**Work to complete:** Every entry must be duplicated word for word.

**Data shown:**
Segment Open
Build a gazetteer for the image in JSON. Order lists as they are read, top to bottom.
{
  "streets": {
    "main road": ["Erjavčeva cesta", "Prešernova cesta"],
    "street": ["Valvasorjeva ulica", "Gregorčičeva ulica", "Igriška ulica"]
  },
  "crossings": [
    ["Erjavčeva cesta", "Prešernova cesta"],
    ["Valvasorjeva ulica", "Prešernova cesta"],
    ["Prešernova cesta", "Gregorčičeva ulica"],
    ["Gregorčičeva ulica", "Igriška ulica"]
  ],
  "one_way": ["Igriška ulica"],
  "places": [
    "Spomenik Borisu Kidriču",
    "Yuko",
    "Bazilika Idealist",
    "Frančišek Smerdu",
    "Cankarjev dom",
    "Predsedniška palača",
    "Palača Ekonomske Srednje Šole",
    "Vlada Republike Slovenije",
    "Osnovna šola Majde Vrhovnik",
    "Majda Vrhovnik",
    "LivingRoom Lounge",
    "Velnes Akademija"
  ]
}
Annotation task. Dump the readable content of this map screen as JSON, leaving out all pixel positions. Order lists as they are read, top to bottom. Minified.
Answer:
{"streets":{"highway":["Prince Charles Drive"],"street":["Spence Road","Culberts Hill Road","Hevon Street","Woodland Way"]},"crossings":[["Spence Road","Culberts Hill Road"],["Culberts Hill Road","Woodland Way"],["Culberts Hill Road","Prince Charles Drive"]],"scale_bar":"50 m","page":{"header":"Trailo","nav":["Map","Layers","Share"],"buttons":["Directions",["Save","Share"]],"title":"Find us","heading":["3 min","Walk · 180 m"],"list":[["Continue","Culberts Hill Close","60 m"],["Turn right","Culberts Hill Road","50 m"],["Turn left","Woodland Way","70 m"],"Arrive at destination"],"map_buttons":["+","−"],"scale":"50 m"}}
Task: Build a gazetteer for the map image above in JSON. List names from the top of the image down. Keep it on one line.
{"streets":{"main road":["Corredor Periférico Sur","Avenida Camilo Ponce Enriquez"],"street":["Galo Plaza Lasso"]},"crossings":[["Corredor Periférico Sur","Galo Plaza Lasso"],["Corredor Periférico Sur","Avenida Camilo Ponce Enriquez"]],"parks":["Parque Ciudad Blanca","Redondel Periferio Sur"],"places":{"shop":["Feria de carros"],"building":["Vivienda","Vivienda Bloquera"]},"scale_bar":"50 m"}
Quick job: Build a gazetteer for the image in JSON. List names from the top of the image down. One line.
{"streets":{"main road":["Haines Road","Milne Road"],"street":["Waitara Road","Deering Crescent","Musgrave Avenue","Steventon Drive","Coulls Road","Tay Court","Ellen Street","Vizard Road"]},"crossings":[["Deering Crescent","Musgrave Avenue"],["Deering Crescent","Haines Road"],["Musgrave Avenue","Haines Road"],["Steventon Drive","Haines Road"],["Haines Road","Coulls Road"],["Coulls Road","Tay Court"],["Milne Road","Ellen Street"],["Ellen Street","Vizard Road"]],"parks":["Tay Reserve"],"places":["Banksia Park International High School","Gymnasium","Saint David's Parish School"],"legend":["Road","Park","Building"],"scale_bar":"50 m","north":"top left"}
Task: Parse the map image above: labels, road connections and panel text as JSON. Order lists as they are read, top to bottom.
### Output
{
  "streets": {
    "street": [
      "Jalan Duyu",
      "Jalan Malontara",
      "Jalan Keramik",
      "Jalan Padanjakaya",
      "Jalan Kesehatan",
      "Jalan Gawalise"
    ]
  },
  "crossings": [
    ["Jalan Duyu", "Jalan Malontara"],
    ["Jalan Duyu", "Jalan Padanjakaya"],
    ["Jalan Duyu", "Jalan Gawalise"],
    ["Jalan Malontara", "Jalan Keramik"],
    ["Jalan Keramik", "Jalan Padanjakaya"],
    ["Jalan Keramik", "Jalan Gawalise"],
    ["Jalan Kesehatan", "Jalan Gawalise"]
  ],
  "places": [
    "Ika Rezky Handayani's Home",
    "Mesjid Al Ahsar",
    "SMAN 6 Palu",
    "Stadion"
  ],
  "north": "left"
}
Segment Closed
**Problem solution:**
Build a gazetteer for the image in JSON. Order lists as they are read, top to bottom.
{
  "streets": {
    "main road": ["Erjavčeva cesta", "Prešernova cesta"],
    "street": ["Valvasorjeva ulica", "Gregorčičeva ulica", "Igriška ulica"]
  },
  "crossings": [
    ["Erjavčeva cesta", "Prešernova cesta"],
    ["Valvasorjeva ulica", "Prešernova cesta"],
    ["Prešernova cesta", "Gregorčičeva ulica"],
    ["Gregorčičeva ulica", "Igriška ulica"]
  ],
  "one_way": ["Igriška ulica"],
  "places": [
    "Spomenik Borisu Kidriču",
    "Yuko",
    "Bazilika Idealist",
    "Frančišek Smerdu",
    "Cankarjev dom",
    "Predsedniška palača",
    "Palača Ekonomske Srednje Šole",
    "Vlada Republike Slovenije",
    "Osnovna šola Majde Vrhovnik",
    "Majda Vrhovnik",
    "LivingRoom Lounge",
    "Velnes Akademija"
  ]
}
Annotation task. Dump the readable content of this map screen as JSON, leaving out all pixel positions. Order lists as they are read, top to bottom. Minified.
Answer:
{"streets":{"highway":["Prince Charles Drive"],"street":["Spence Road","Culberts Hill Road","Hevon Street","Woodland Way"]},"crossings":[["Spence Road","Culberts Hill Road"],["Culberts Hill Road","Woodland Way"],["Culberts Hill Road","Prince Charles Drive"]],"scale_bar":"50 m","page":{"header":"Trailo","nav":["Map","Layers","Share"],"buttons":["Directions",["Save","Share"]],"title":"Find us","heading":["3 min","Walk · 180 m"],"list":[["Continue","Culberts Hill Close","60 m"],["Turn right","Culberts Hill Road","50 m"],["Turn left","Woodland Way","70 m"],"Arrive at destination"],"map_buttons":["+","−"],"scale":"50 m"}}
Task: Build a gazetteer for the map image above in JSON. List names from the top of the image down. Keep it on one line.
{"streets":{"main road":["Corredor Periférico Sur","Avenida Camilo Ponce Enriquez"],"street":["Galo Plaza Lasso"]},"crossings":[["Corredor Periférico Sur","Galo Plaza Lasso"],["Corredor Periférico Sur","Avenida Camilo Ponce Enriquez"]],"parks":["Parque Ciudad Blanca","Redondel Periferio Sur"],"places":{"shop":["Feria de carros"],"building":["Vivienda","Vivienda Bloquera"]},"scale_bar":"50 m"}
Quick job: Build a gazetteer for the image in JSON. List names from the top of the image down. One line.
{"streets":{"main road":["Haines Road","Milne Road"],"street":["Waitara Road","Deering Crescent","Musgrave Avenue","Steventon Drive","Coulls Road","Tay Court","Ellen Street","Vizard Road"]},"crossings":[["Deering Crescent","Musgrave Avenue"],["Deering Crescent","Haines Road"],["Musgrave Avenue","Haines Road"],["Steventon Drive","Haines Road"],["Haines Road","Coulls Road"],["Coulls Road","Tay Court"],["Milne Road","Ellen Street"],["Ellen Street","Vizard Road"]],"parks":["Tay Reserve"],"places":["Banksia Park International High School","Gymnasium","Saint David's Parish School"],"legend":["Road","Park","Building"],"scale_bar":"50 m","north":"top left"}
Task: Parse the map image above: labels, road connections and panel text as JSON. Order lists as they are read, top to bottom.
### Output
{
  "streets": {
    "street": [
      "Jalan Duyu",
      "Jalan Malontara",
      "Jalan Keramik",
      "Jalan Padanjakaya",
      "Jalan Kesehatan",
      "Jalan Gawalise"
    ]
  },
  "crossings": [
    ["Jalan Duyu", "Jalan Malontara"],
    ["Jalan Duyu", "Jalan Padanjakaya"],
    ["Jalan Duyu", "Jalan Gawalise"],
    ["Jalan Malontara", "Jalan Keramik"],
    ["Jalan Keramik", "Jalan Padanjakaya"],
    ["Jalan Keramik", "Jalan Gawalise"],
    ["Jalan Kesehatan", "Jalan Gawalise"]
  ],
  "places": [
    "Ika Rezky Handayani's Home",
    "Mesjid Al Ahsar",
    "SMAN 6 Palu",
    "Stadion"
  ],
  "north": "left"
}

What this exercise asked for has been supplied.